Parallel Collections

Pascal Bugnion

December 2015

In this article by Pascal Bugnion, the author of Scala for Data Science, we will look at the ways of parallelizing computation and data processing over a single computer. Virtually, all new computers have more than one processing unit, and distributing a calculation over these cores can be an effective way of hastening medium-sized calculations.

(For more resources related to this topic, see here.)

Data science often involves the processing of medium or large amounts of data. As the previously exponential growth in the speed of a CPU has stalled while the amount of data continues to increase, leveraging the computers effectively must entail parallel computation.

Parallelizing the calculations over a single chip is suitable for the calculations involving gigabytes or a few terabytes of data. For the larger data flows, we must resort to the distribution of the computation over several computers in parallel.

Parallel collections

Parallel collections offer an extremely easy way to parallelize independent tasks. The reader, being familiar with Scala, will know that many tasks can be phrased as operations on collections, such as map, reduce, filter, or groupBy. Parallel collections are an implementation of the Scala collections that perform these operations in parallel over several threads.

Let's start with an example. We want to calculate the frequency of an occurrence of each letter in a sentence:

scala> val sentence = "The quick brown fox jumped over the lazy dog"

scala> val characters = sentence.toCharArray.toVector

Vector[Char] = Vector(T, h, e, , q, u, i, c, k, ...)

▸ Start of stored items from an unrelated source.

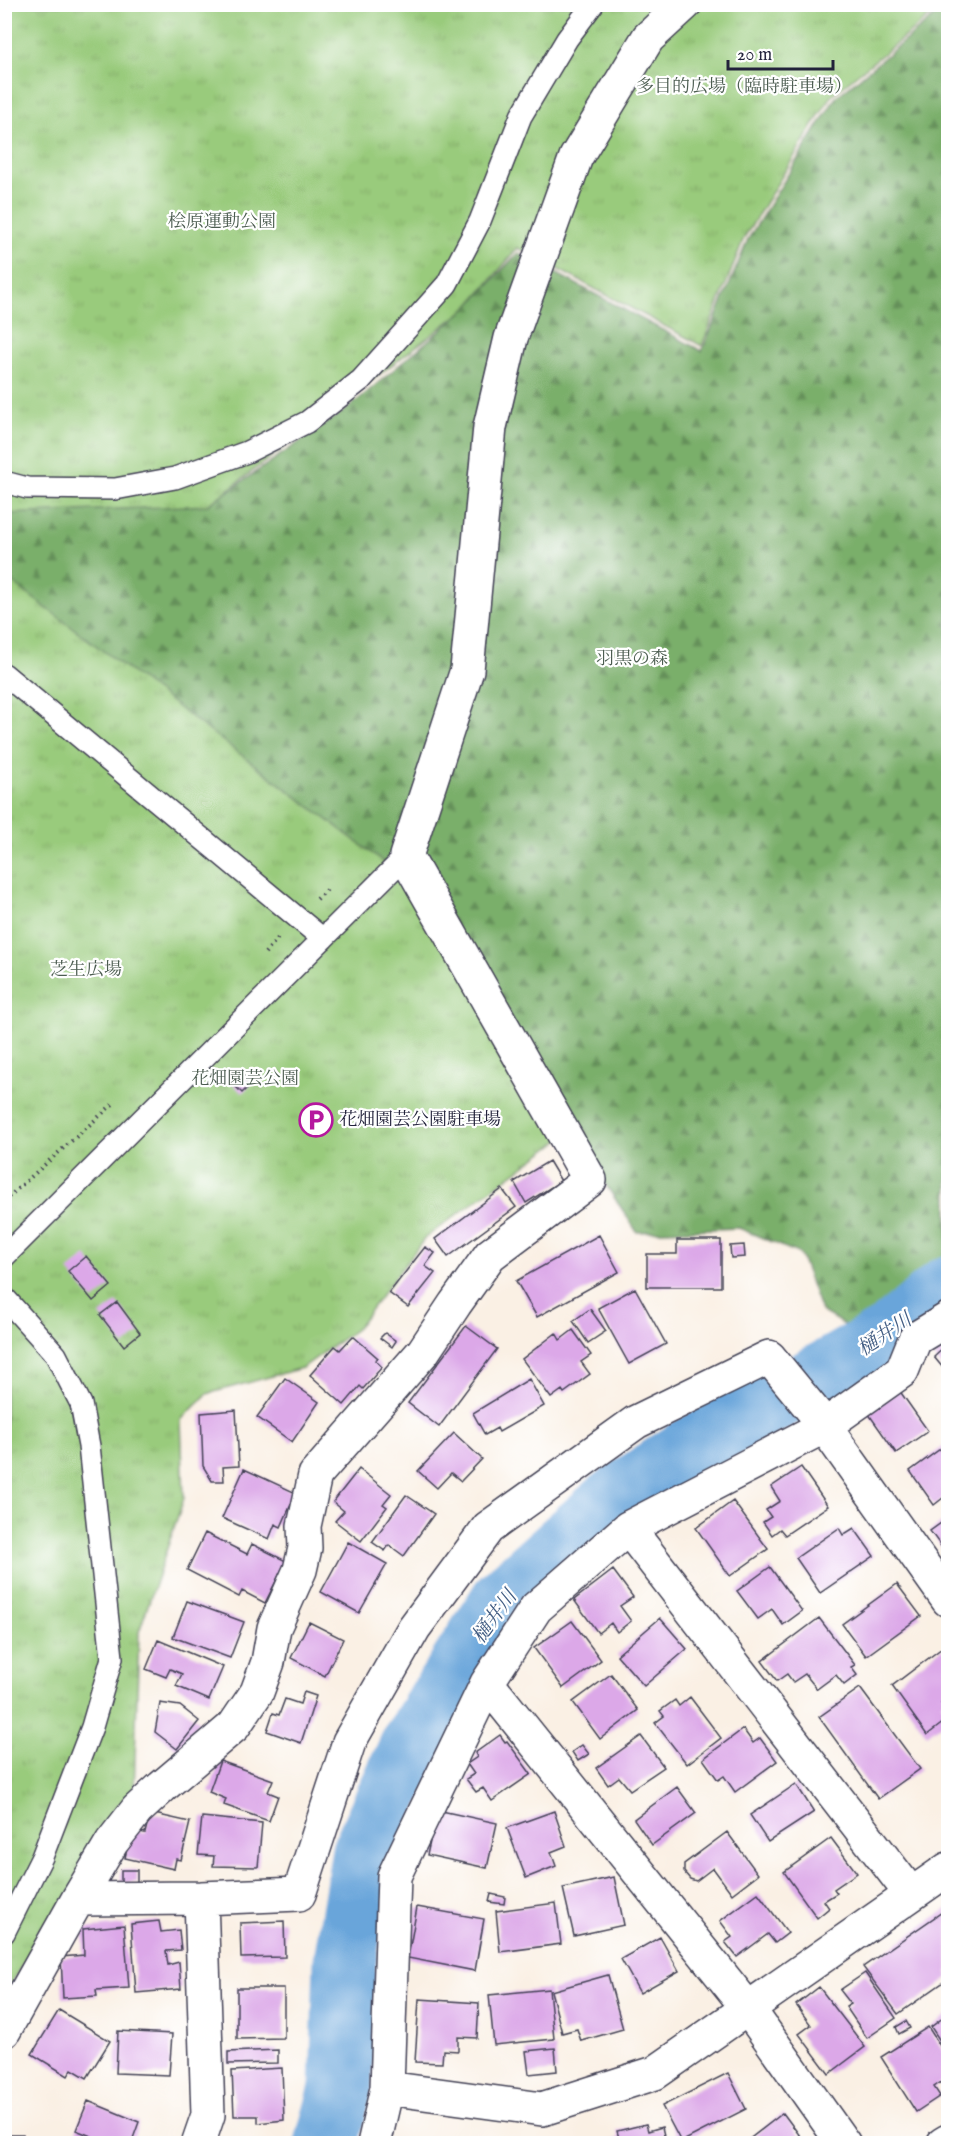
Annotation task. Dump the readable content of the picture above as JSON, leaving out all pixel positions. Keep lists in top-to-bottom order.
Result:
{
  "water": ["樋井川"],
  "parks": [
    "多目的広場（臨時駐車場）",
    "桧原運動公園",
    "羽黒の森",
    "芝生広場",
    "花畑園芸公園"
  ],
  "places": {
    "parking": ["花畑園芸公園駐車場"]
  },
  "scale_bar": "20 m"
}
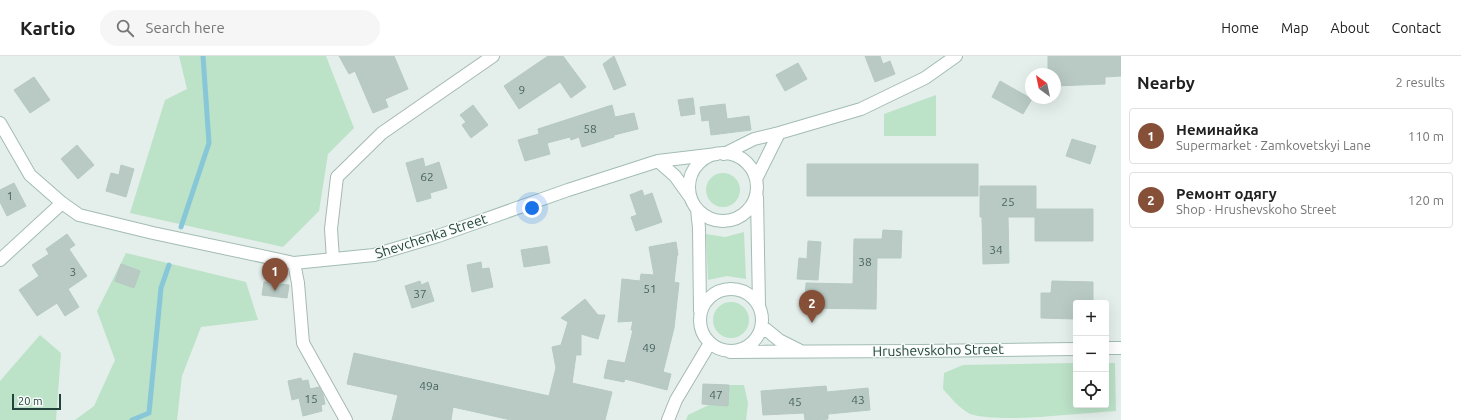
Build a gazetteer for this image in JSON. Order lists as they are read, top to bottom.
{
  "streets": {
    "street": ["Shevchenka Street", "Hrushevskoho Street"]
  },
  "house_numbers": [
    "9",
    "58",
    "62",
    "1",
    "25",
    "34",
    "38",
    "3",
    "51",
    "37",
    "49",
    "49а",
    "47",
    "15",
    "43",
    "45"
  ],
  "scale_bar": "20 m",
  "north": "top left",
  "page": {
    "header": "Kartio",
    "search": "Search here",
    "nav": [
      "Home",
      "Map",
      "About",
      "Contact"
    ],
    "heading": ["Nearby", "2 results"],
    "list": [
      {
        "mark": "1",
        "name": "Неминайка",
        "note": "Supermarket · Zamkovetskyi Lane",
        "value": "110 m"
      },
      {
        "mark": "2",
        "name": "Ремонт одягу",
        "note": "Shop · Hrushevskoho Street",
        "value": "120 m"
      }
    ],
    "pins": ["1", "2"],
    "map_buttons": ["+", "−"],
    "scale": "20 m"
  }
}
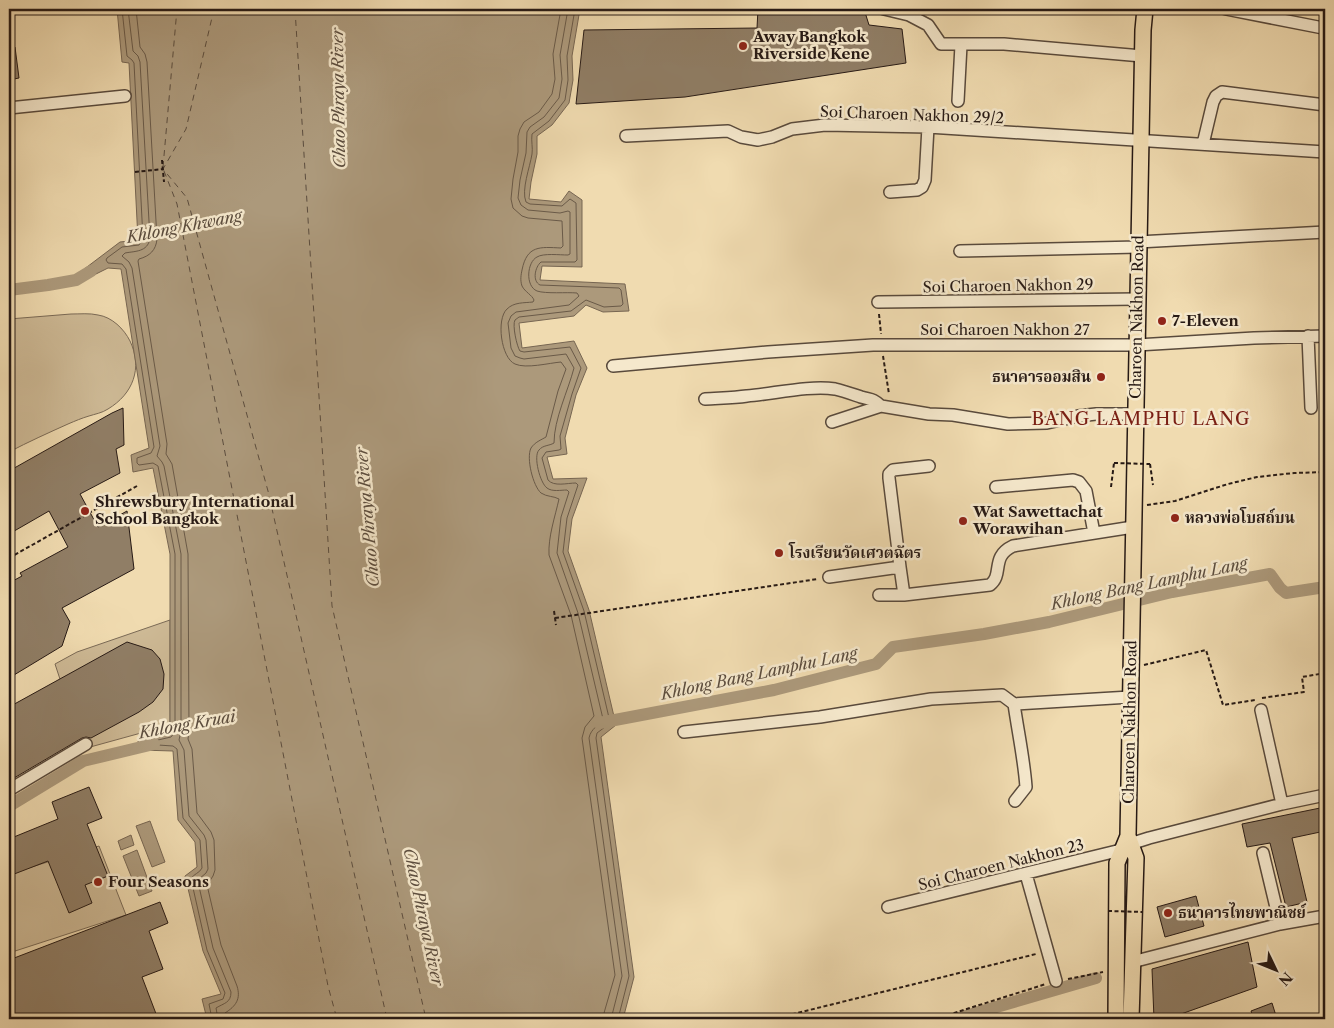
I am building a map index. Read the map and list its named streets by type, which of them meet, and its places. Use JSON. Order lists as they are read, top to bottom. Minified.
{"streets":{"main road":["Charoen Nakhon Road"],"street":["Soi Charoen Nakhon 29/2","Soi Charoen Nakhon 29","Soi Charoen Nakhon 27","Soi Charoen Nakhon 23"]},"crossings":[["Soi Charoen Nakhon 29/2","Charoen Nakhon Road"],["Soi Charoen Nakhon 29","Charoen Nakhon Road"],["Charoen Nakhon Road","Soi Charoen Nakhon 27"],["Charoen Nakhon Road","Soi Charoen Nakhon 23"]],"districts":["BANG LAMPHU LANG"],"water":["Chao Phraya River","Khlong Khwang","Khlong Bang Lamphu Lang","Khlong Kruai"],"places":["Away Bangkok Riverside Kene","7-Eleven","ธนาคารออมสิน","Shrewsbury International School Bangkok","หลวงพ่อโบสถ์บน","Wat Sawettachat Worawihan","โรงเรียนวัดเศวตฉัตร","Four Seasons","ธนาคารไทยพาณิชย์"],"north":"bottom right"}
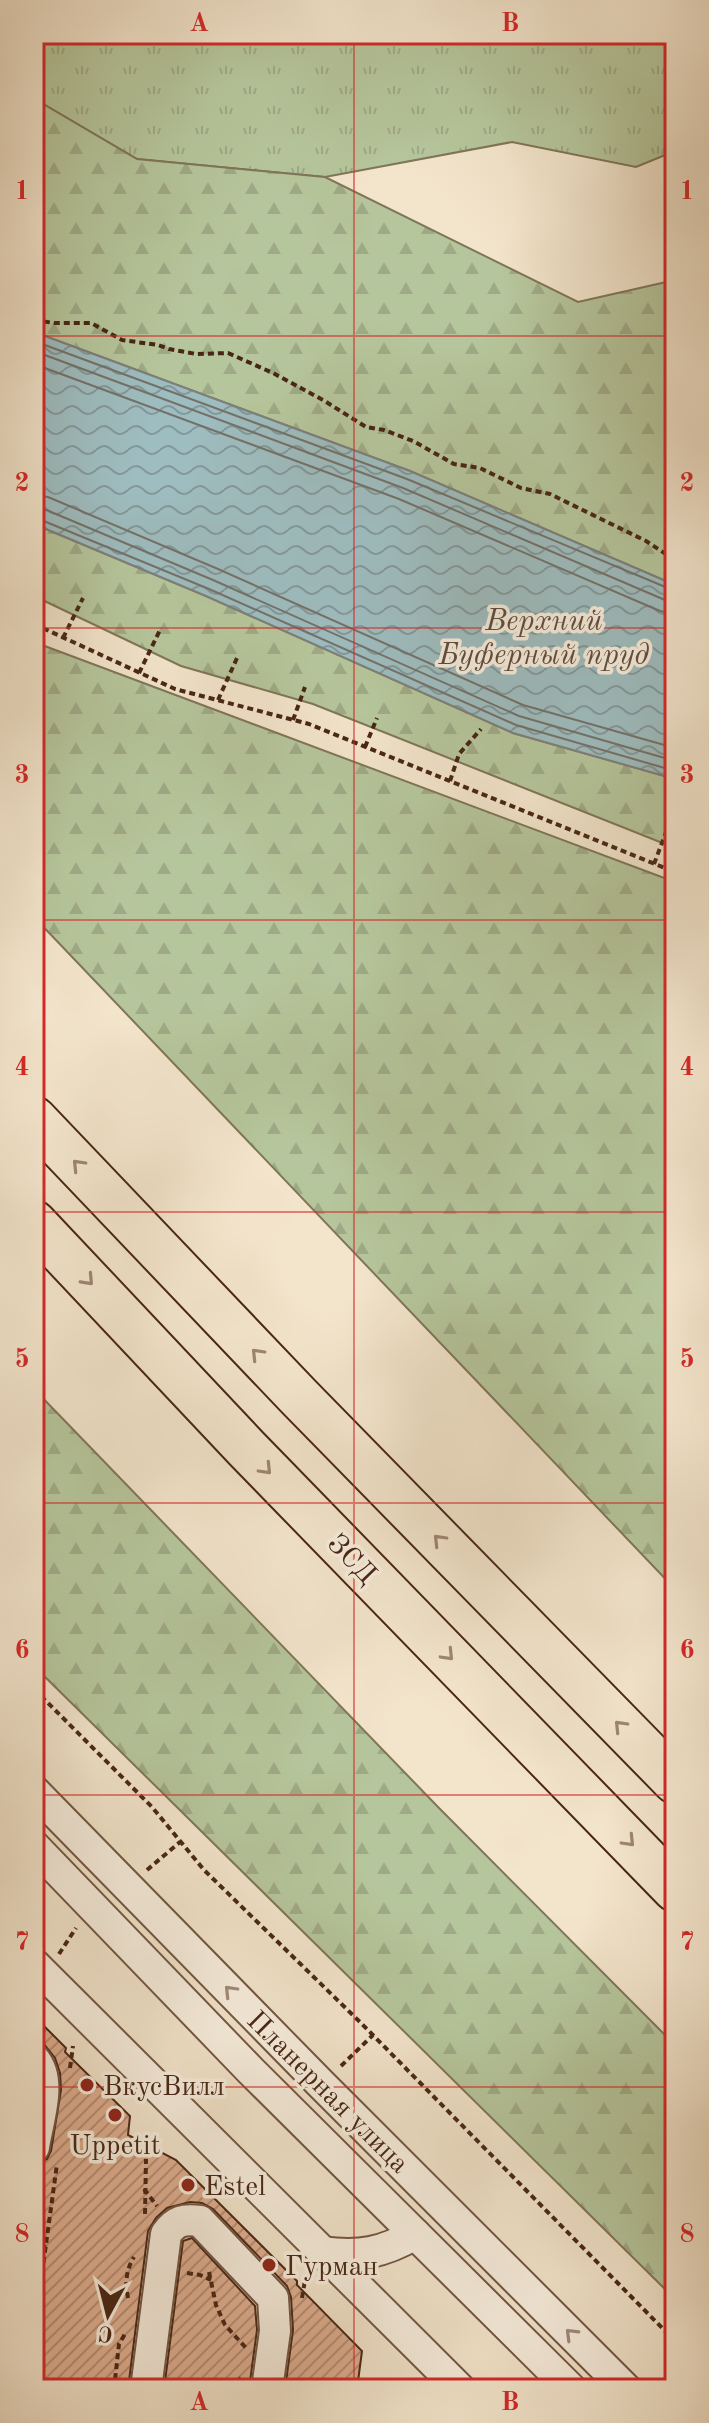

Note that we converted characters to a Scala Vector rather than keeping it as an array so as to guarantee immutability. All the examples in this section would work equally well with an array but using Vector is a good practice when we do not explicitly need a mutable iterable.

Let's convert the characters to a parallel vector, ParVector. To do this, we will use the following par method:

scala> val charactersPar = charaters.par

ParVector[Char] = ParVector(T, h, e, , q, u, i, c, k, , ...)

The ParVector objects support the same operations as a regular vector but they perform the operations in parallel over several threads.

Let's start by filtering out the spaces in charactersPar:

scala> val lettersPar = charactersPar.filter { _ != ' ' }

ParVector[Char] = ParVector(T, h, e, q, u, i, c, k, ...)

Notice how Scala hides the execution details. The interface and behavior of a parallel vector is identical to its serial counterpart, save for a few details that we will explore in the next section.

Let's use the toLower function to make all the letters lowercase in our sentence:

scala> val lowerLettersPar = lettersPar.map { _.toLower }

ParVector[Char] = ParVector(t, h, e, q, u, i, c, k, ...)

To find the frequency of the occurrence of each letter, we will use the groupBy method to group the characters in vectors containing all the occurrences of that character:

scala> val intermediateMap = lowerLettersPar.groupBy(identity)

ParMap[ParVector[Char]] = ParMap(e -> ParVector(e, e, e, e), ...)

Note how the groupBy method has created ParMap, the parallel equivalent of an immutable map. To get the number of the occurrences of each letter, we will do a mapValues call on intermediateMap, replacing each vector by its length:

scala> val occurenceNumber = intermediateMap.mapValues { _.length }

ParMap[Char,Int] = ParMap(e -> 4, x -> 1, n -> 1, j -> 1, ...)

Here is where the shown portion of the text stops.